* _How to complete this task_: Filter the records, keeping every line that has the string "Hollow".

◇ ◇ ◇

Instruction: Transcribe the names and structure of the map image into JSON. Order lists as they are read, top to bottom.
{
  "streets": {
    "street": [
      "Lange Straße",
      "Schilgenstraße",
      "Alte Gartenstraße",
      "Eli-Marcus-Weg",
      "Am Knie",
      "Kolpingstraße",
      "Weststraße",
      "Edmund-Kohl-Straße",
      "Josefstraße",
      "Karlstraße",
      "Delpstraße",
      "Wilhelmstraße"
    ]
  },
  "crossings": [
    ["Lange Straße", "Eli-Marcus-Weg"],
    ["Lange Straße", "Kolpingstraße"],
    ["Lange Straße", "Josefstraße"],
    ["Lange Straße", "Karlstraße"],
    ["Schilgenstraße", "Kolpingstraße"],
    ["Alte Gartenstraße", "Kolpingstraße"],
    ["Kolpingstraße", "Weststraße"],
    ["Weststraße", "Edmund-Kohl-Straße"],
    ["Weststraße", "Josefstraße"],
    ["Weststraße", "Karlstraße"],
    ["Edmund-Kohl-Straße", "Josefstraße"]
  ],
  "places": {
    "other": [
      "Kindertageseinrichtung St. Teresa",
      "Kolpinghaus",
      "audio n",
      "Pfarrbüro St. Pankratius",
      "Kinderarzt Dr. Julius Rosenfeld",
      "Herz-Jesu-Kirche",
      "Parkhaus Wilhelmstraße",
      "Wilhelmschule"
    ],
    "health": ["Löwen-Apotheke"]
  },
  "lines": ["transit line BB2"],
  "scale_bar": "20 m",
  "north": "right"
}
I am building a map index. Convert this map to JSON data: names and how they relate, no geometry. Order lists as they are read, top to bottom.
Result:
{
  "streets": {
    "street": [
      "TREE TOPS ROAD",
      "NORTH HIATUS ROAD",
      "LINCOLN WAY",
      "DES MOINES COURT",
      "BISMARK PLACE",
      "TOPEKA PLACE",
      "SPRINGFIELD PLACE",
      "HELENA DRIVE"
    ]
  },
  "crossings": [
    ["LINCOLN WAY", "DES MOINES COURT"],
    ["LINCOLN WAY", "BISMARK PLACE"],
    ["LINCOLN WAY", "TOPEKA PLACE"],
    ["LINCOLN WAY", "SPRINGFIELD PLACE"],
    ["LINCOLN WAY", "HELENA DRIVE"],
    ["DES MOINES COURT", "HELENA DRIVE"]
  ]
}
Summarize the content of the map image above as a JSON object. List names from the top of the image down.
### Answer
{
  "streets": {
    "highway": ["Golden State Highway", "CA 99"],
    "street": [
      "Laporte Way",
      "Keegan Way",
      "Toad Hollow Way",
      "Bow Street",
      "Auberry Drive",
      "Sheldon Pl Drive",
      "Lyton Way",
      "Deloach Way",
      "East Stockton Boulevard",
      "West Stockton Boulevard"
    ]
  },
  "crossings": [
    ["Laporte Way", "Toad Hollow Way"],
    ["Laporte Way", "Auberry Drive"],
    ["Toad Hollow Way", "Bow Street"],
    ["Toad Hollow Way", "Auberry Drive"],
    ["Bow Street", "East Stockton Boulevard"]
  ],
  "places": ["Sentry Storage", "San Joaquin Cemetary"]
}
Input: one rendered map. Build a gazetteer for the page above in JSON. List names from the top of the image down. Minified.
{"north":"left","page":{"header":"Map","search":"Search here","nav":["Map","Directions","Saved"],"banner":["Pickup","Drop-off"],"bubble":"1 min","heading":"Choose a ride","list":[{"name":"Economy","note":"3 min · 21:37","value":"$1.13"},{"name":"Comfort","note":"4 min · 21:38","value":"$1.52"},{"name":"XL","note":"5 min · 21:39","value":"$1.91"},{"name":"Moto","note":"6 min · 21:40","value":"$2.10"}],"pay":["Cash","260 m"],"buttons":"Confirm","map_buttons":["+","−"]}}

◇ ◇ ◇

* _Result of the task_:
      "Toad Hollow Way",
    ["Laporte Way", "Toad Hollow Way"],
    ["Toad Hollow Way", "Bow Street"],
    ["Toad Hollow Way", "Auberry Drive"],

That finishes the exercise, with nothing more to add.